** EXCERPTED DATA follows **

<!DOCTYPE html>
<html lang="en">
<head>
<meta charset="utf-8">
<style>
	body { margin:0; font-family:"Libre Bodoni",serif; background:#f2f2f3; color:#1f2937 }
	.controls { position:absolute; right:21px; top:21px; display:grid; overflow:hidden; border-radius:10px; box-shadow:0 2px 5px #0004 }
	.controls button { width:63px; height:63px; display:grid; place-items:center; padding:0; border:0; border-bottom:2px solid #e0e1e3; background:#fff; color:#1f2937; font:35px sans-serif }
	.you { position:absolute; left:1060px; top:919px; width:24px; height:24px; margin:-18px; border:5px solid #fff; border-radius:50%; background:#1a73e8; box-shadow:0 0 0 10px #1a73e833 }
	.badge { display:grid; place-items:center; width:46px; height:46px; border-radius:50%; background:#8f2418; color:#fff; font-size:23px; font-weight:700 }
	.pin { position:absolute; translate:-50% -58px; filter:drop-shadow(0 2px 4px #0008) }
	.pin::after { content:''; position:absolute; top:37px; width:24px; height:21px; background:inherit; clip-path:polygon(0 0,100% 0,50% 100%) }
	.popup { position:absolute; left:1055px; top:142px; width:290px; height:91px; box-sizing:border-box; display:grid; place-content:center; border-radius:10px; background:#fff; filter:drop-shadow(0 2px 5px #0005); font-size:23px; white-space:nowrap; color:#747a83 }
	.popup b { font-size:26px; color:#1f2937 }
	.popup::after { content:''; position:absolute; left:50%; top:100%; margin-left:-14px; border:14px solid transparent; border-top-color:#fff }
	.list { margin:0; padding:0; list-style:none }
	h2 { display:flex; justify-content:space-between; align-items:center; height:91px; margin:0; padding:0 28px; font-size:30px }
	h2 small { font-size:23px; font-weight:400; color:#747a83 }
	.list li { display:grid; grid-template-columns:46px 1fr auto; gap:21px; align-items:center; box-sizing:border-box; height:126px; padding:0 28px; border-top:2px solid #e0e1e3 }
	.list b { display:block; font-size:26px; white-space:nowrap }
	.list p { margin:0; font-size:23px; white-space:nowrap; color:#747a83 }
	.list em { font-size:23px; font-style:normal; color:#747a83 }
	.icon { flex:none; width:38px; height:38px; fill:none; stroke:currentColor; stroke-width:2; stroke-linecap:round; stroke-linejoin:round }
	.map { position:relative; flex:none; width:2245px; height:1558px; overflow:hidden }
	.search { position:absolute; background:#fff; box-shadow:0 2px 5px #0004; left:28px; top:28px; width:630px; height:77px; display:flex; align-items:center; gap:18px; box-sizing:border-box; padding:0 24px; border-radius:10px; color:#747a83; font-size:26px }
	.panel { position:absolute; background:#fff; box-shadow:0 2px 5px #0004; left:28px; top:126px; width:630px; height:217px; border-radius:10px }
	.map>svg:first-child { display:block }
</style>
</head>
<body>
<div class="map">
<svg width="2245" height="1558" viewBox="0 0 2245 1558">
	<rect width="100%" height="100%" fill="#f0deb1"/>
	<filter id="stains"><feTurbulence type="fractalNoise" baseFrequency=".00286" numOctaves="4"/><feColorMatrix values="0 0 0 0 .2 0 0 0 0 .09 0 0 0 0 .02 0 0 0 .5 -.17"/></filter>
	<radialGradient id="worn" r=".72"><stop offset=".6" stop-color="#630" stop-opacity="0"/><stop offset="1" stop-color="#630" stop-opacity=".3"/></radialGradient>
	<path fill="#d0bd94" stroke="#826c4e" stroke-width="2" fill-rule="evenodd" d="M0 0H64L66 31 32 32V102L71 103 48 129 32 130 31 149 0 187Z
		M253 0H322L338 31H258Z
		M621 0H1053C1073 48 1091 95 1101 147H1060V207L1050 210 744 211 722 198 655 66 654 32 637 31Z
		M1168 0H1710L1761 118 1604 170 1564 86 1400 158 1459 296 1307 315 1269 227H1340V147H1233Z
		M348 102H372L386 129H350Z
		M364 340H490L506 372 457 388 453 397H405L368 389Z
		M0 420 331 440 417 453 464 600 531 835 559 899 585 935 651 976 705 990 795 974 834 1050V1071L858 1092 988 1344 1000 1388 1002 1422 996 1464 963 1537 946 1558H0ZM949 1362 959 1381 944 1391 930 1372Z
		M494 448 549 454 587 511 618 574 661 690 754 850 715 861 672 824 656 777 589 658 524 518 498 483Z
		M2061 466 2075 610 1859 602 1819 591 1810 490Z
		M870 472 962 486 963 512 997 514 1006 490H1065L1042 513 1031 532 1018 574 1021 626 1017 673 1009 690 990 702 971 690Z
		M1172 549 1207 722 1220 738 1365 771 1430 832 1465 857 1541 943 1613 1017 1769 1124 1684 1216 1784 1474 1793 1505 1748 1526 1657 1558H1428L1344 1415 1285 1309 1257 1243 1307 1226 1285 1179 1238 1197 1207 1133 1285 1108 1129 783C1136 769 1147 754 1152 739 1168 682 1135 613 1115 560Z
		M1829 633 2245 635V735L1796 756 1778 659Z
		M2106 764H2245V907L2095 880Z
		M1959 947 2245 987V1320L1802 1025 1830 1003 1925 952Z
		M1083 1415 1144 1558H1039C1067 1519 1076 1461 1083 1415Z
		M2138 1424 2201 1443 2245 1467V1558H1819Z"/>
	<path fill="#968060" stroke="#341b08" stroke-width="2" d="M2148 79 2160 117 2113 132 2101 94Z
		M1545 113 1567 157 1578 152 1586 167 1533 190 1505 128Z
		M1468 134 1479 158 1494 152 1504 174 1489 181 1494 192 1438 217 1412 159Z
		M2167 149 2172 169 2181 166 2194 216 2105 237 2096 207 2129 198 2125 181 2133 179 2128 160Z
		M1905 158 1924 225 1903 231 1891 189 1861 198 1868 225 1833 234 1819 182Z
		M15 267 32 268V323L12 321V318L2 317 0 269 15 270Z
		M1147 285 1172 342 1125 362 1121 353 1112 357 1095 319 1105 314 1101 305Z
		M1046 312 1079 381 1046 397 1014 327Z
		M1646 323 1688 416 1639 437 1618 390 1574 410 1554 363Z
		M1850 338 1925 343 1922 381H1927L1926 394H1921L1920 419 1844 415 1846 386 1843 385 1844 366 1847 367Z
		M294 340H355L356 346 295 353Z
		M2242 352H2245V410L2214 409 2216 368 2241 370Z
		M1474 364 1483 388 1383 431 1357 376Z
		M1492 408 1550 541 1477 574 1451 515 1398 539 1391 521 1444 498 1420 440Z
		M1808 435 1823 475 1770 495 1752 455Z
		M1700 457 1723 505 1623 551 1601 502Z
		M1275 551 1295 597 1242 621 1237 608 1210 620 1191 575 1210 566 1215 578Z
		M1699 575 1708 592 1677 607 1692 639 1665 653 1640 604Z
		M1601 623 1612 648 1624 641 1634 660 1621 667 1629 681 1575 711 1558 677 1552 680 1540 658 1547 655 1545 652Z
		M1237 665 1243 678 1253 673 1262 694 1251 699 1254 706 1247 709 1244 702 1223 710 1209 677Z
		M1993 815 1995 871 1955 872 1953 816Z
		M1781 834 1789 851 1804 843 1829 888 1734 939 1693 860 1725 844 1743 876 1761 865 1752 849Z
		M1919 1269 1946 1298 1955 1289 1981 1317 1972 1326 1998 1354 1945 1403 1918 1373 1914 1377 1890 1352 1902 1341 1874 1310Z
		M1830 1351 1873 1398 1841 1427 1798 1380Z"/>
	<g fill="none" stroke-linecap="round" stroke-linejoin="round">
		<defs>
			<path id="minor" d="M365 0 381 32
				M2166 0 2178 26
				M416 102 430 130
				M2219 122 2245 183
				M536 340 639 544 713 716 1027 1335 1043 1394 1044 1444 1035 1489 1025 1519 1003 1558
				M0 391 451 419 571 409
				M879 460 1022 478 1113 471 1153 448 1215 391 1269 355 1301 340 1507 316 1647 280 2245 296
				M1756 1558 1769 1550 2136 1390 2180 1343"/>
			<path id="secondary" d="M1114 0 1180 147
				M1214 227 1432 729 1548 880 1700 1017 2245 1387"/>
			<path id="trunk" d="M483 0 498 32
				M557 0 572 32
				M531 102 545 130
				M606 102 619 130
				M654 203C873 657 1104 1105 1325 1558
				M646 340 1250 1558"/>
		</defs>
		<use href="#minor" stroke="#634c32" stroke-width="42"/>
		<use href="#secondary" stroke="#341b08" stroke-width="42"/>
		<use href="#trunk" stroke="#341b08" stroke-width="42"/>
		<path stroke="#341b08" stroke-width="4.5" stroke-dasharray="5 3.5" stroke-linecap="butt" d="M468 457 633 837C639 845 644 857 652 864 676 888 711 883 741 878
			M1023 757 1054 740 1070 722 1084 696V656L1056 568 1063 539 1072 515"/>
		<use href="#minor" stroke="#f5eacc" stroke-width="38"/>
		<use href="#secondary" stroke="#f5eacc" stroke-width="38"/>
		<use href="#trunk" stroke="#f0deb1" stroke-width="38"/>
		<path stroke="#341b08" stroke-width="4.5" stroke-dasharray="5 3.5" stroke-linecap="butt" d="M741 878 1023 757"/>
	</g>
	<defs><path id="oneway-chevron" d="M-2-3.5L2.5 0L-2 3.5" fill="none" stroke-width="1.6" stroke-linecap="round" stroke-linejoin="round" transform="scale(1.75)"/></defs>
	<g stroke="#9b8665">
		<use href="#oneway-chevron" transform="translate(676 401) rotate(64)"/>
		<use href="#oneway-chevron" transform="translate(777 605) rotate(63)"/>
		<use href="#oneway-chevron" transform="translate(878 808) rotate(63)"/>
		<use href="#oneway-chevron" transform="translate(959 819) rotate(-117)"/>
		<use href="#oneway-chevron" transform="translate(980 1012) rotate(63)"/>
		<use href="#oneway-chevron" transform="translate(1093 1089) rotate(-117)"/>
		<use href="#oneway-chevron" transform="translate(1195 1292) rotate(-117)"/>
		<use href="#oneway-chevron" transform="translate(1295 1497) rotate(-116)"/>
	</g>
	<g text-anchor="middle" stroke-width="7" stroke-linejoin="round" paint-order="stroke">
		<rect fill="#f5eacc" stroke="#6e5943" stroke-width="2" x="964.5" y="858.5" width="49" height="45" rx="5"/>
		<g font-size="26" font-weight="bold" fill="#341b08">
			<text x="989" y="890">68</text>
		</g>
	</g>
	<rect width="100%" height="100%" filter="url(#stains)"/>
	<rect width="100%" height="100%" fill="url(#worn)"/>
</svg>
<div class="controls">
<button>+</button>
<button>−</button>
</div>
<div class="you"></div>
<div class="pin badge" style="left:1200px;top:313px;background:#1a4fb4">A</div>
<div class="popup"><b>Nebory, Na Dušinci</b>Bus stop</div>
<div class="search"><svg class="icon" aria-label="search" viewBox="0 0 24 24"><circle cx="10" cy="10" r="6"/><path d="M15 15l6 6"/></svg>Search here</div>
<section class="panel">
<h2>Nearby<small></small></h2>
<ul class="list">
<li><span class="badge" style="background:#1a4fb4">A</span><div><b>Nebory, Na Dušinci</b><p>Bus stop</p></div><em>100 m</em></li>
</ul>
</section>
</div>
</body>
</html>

** End of EXCERPTED DATA **

TASK TO COMPLETE: Where a line in the records above contains the string "controls", copy that line.

SOLUTION:
	.controls { position:absolute; right:21px; top:21px; display:grid; overflow:hidden; border-radius:10px; box-shadow:0 2px 5px #0004 }
	.controls button { width:63px; height:63px; display:grid; place-items:center; padding:0; border:0; border-bottom:2px solid #e0e1e3; background:#fff; color:#1f2937; font:35px sans-serif }
<div class="controls">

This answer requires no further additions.